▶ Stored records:
===
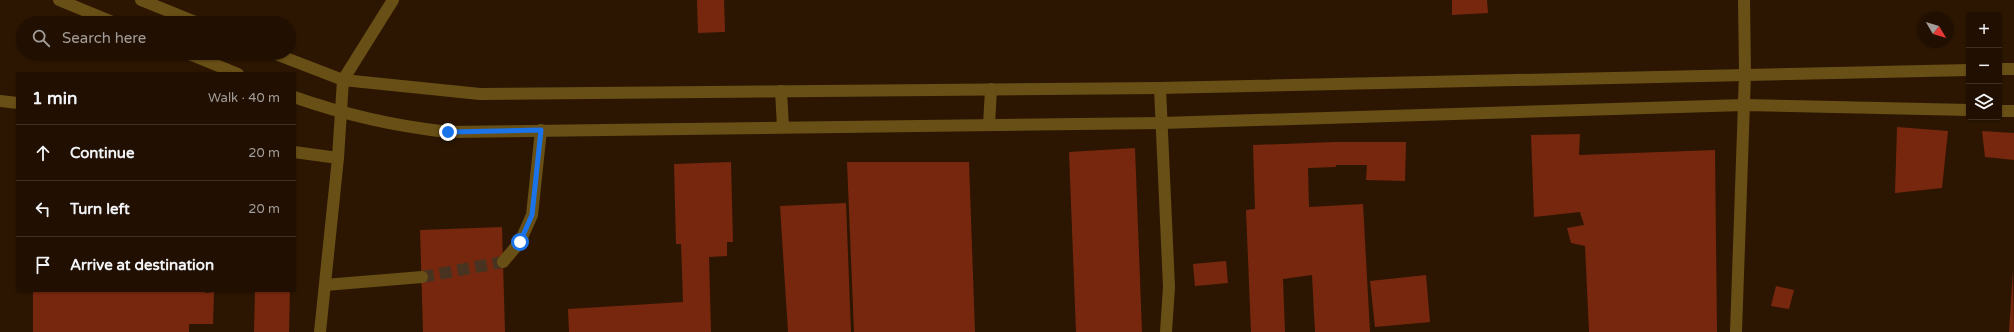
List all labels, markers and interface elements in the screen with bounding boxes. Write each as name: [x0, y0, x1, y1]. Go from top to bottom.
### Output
north arrow: [1918, 12, 1954, 48]
map controls: [1966, 12, 2002, 120]
button: +: [1966, 12, 2002, 48]
search box: [16, 16, 296, 60]
icon: search: [30, 27, 52, 49]
text: Search here: [62, 29, 146, 47]
button: −: [1966, 48, 2002, 84]
button: layers: [1966, 84, 2002, 120]
text: 1 min: [32, 88, 77, 109]
text: Walk · 40 m: [208, 90, 280, 106]
route end: [439, 123, 457, 141]
icon: ahead: [32, 142, 54, 164]
text: Continue: [70, 144, 134, 162]
text: 20 m: [248, 145, 280, 161]
icon: left: [32, 198, 54, 220]
text: Turn left: [70, 200, 130, 218]
text: 20 m: [248, 201, 280, 217]
route start: [511, 233, 529, 251]
icon: arrive: [32, 254, 54, 276]
text: Arrive at destination: [70, 256, 214, 274]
===
▶ Exercise description: Please copy the lines above exactly as written, apart from any pictures.

▶ Answer area:
List all labels, markers and interface elements in the screen with bounding boxes. Write each as name: [x0, y0, x1, y1]. Go from top to bottom.
### Output
north arrow: [1918, 12, 1954, 48]
map controls: [1966, 12, 2002, 120]
button: +: [1966, 12, 2002, 48]
search box: [16, 16, 296, 60]
icon: search: [30, 27, 52, 49]
text: Search here: [62, 29, 146, 47]
button: −: [1966, 48, 2002, 84]
button: layers: [1966, 84, 2002, 120]
text: 1 min: [32, 88, 77, 109]
text: Walk · 40 m: [208, 90, 280, 106]
route end: [439, 123, 457, 141]
icon: ahead: [32, 142, 54, 164]
text: Continue: [70, 144, 134, 162]
text: 20 m: [248, 145, 280, 161]
icon: left: [32, 198, 54, 220]
text: Turn left: [70, 200, 130, 218]
text: 20 m: [248, 201, 280, 217]
route start: [511, 233, 529, 251]
icon: arrive: [32, 254, 54, 276]
text: Arrive at destination: [70, 256, 214, 274]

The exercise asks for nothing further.